[Collected data entries]
********************

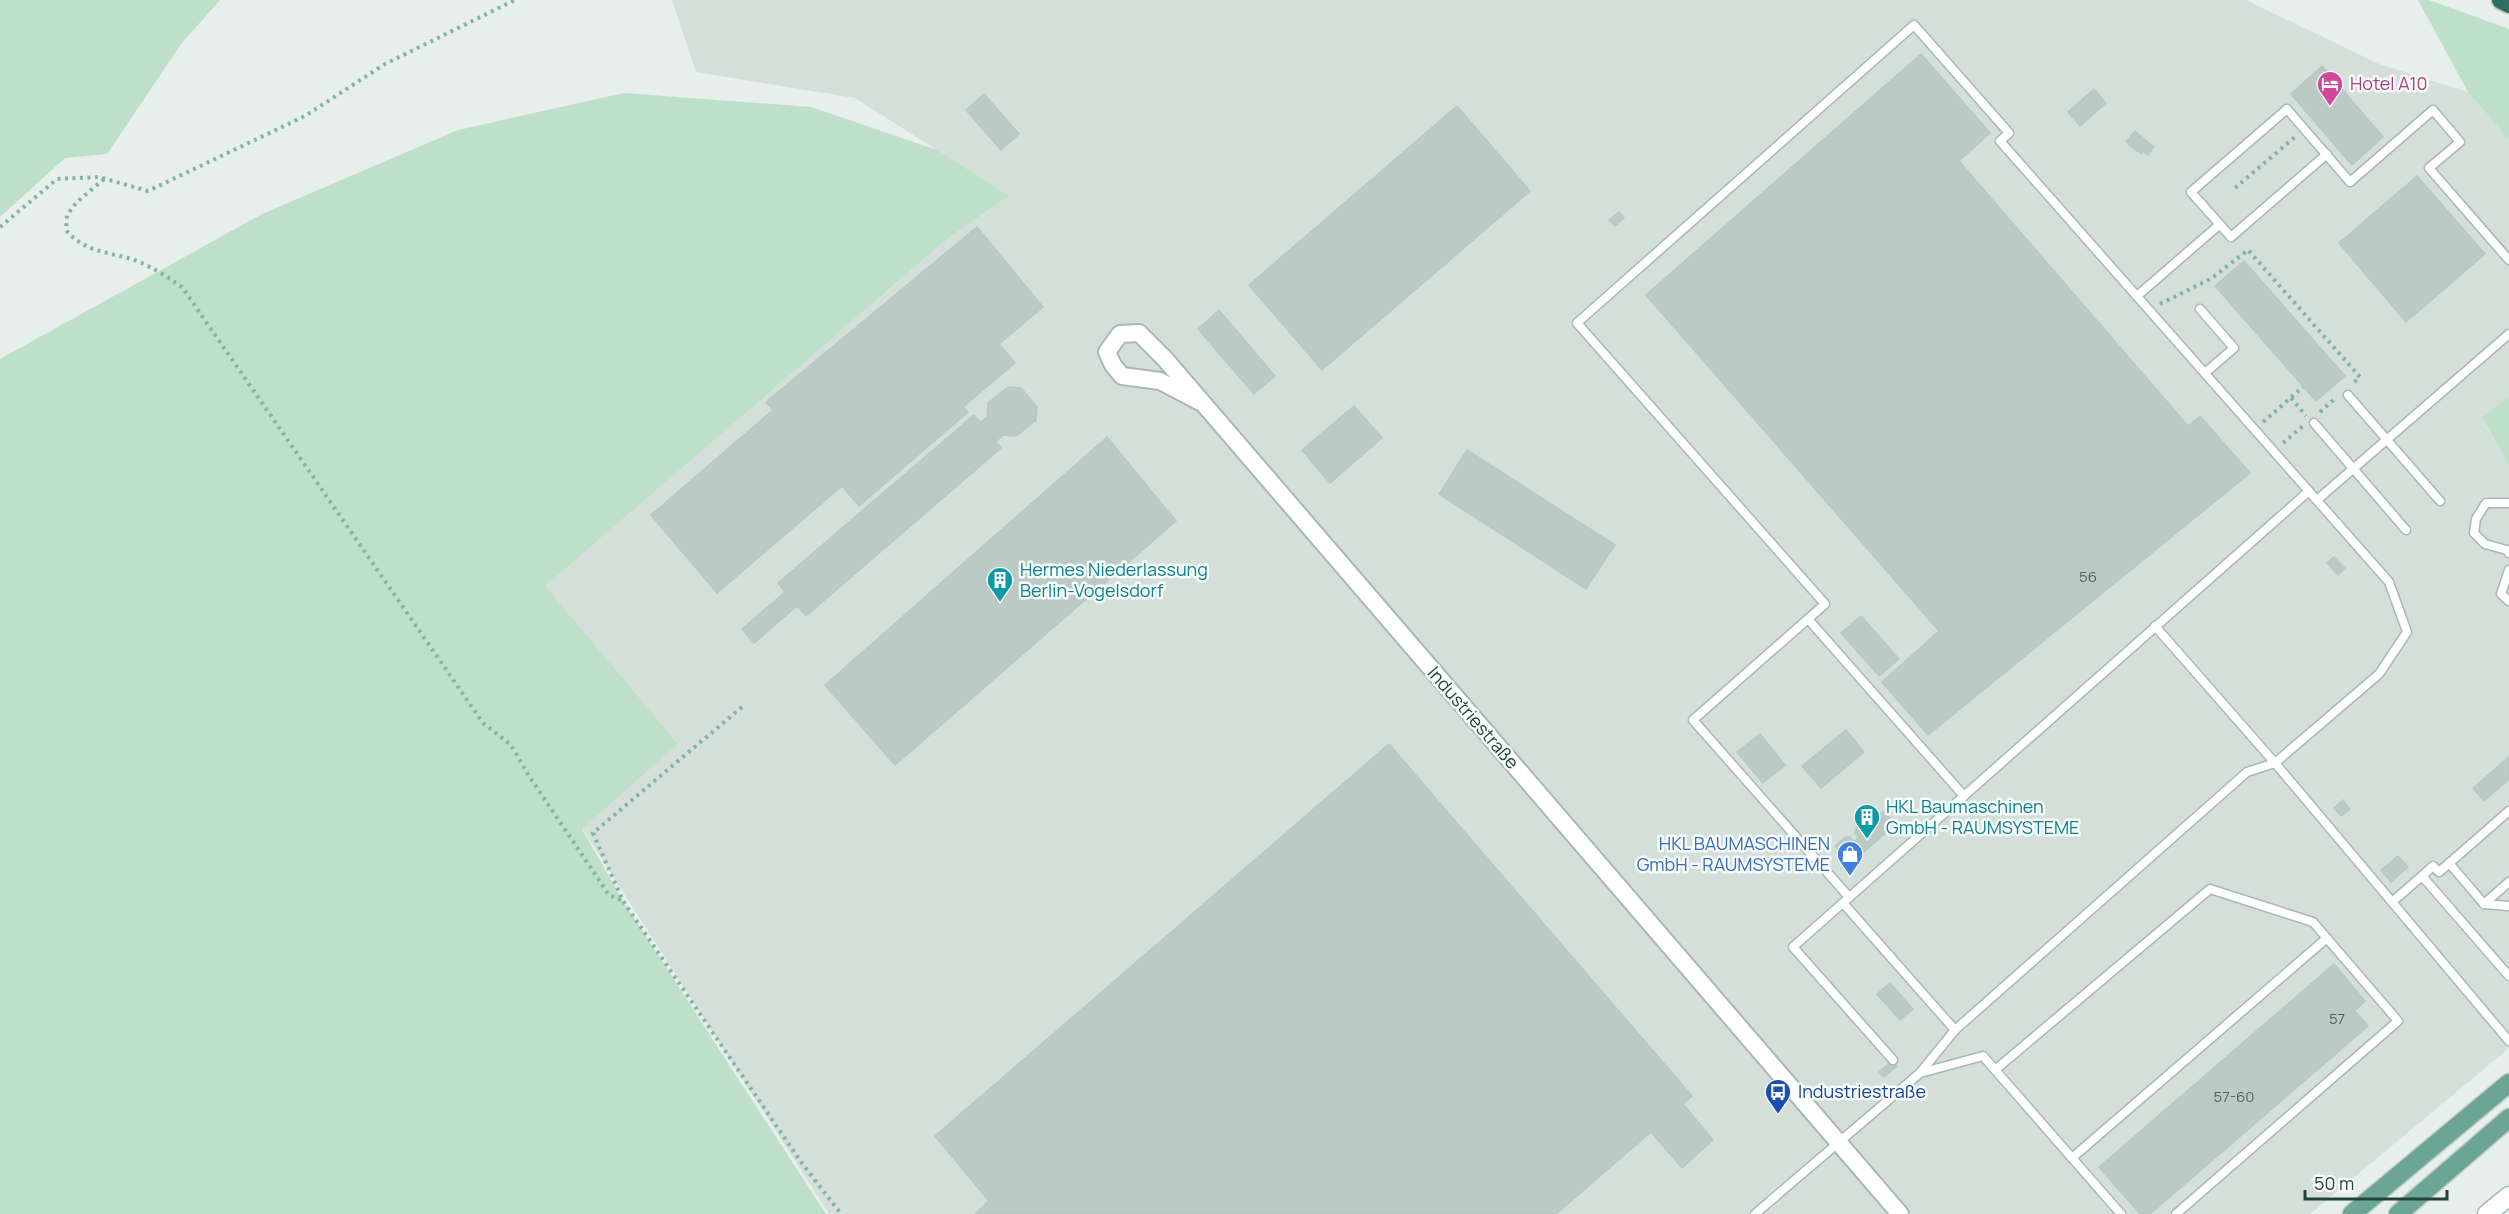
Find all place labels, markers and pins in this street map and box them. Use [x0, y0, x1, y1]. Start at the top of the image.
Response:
hotel icon: Hotel A10 [2315, 69, 2345, 107]
place label: Hotel A10 [2350, 71, 2428, 95]
place label: Hermes Niederlassung Berlin-Vogelsdorf [1020, 557, 1208, 602]
building icon: Hermes Niederlassung Berlin-Vogelsdorf [985, 565, 1015, 603]
place label: HKL Baumaschinen GmbH - RAUMSYSTEME [1886, 794, 2079, 839]
building icon: HKL Baumaschinen GmbH - RAUMSYSTEME [1852, 802, 1882, 840]
place label: HKL BAUMASCHINEN GmbH - RAUMSYSTEME [1637, 831, 1830, 876]
shop icon: HKL BAUMASCHINEN GmbH - RAUMSYSTEME [1835, 839, 1865, 877]
bus stop icon: Industriestraße [1763, 1077, 1793, 1115]
place label: Industriestraße [1798, 1079, 1926, 1103]

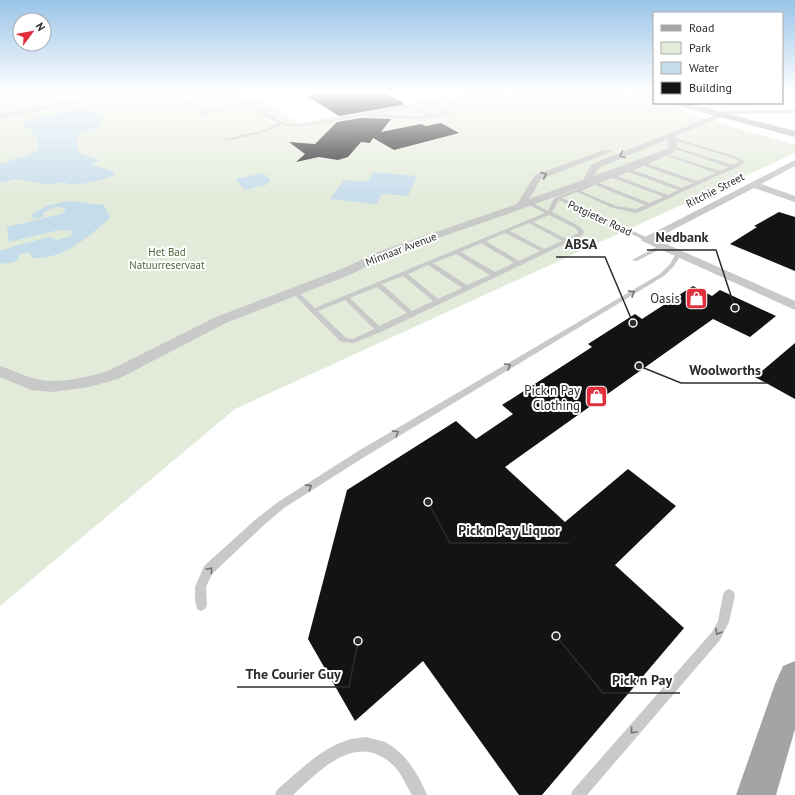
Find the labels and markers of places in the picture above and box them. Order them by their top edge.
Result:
callout: Nedbank [647,224,716,250]
callout: ABSA [556,231,605,257]
shop icon: Oasis [683,285,709,311]
place label: Oasis [650,290,680,307]
callout: Woolworths [681,357,769,383]
place label: Pick n Pay Clothing [524,382,580,414]
shop icon: Pick n Pay Clothing [583,384,609,410]
callout: Pick n Pay Liquor [450,517,569,543]
callout: The Courier Guy [237,661,349,687]
callout: Pick n Pay [603,667,680,693]

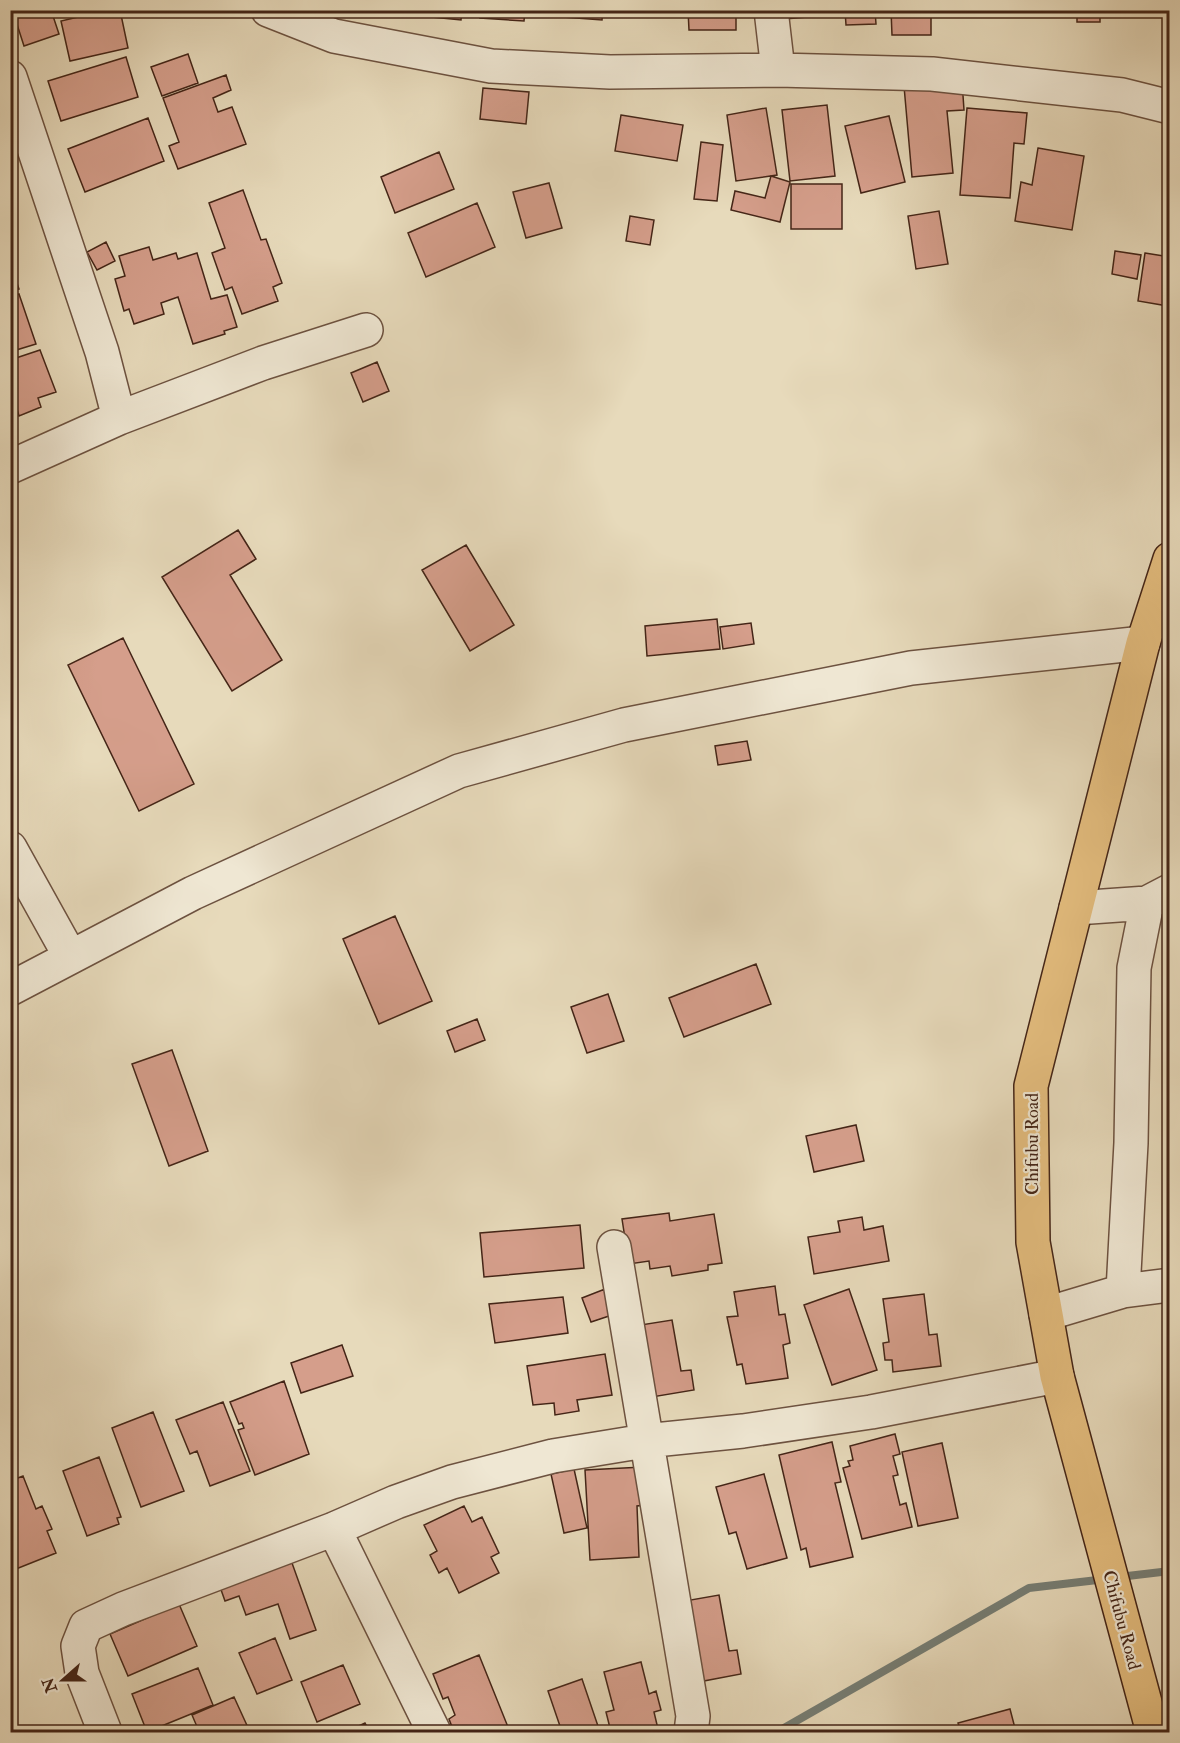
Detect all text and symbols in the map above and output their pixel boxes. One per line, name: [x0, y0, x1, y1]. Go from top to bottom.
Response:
street label: Chifubu Road: [1021, 1093, 1044, 1195]
street label: Chifubu Road: [1097, 1568, 1146, 1673]
north arrow: [33, 1650, 93, 1710]
text: N: [38, 1674, 62, 1696]

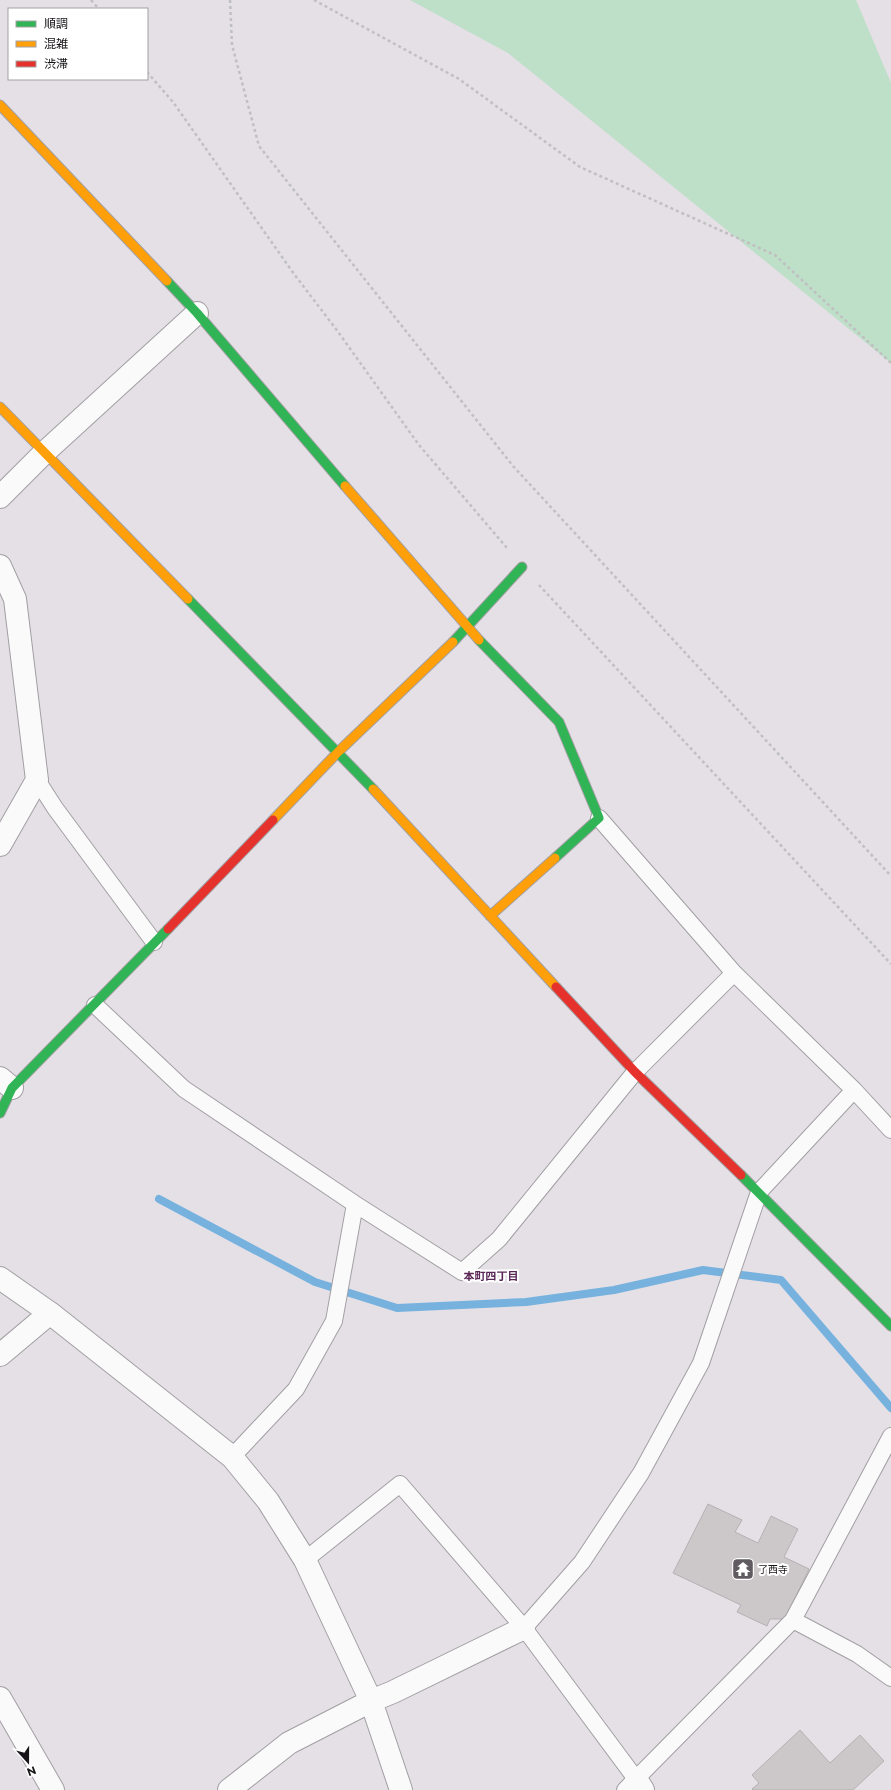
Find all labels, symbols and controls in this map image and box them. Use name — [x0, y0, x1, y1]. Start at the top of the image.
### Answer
legend — [8, 8, 148, 80]
text: 順調 — [44, 16, 68, 31]
text: 混雑 — [44, 36, 68, 51]
text: 渋滞 — [44, 56, 68, 71]
district label: 本町四丁目 — [464, 1269, 519, 1283]
temple icon: 了西寺 — [730, 1556, 756, 1582]
place label: 了西寺 — [758, 1563, 788, 1576]
north arrow — [8, 1742, 48, 1782]
text: N — [25, 1763, 38, 1779]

********************

Every line in the records above that contains the word "this" is to be copied out.

Find all place labels, markers and pins in this street map and box them. Use [x0, y0, x1, y1]. Start at the top of the image.
Find all labels, symbols and controls in this map image and box them. Use name — [x0, y0, x1, y1]. Start at the top of the image.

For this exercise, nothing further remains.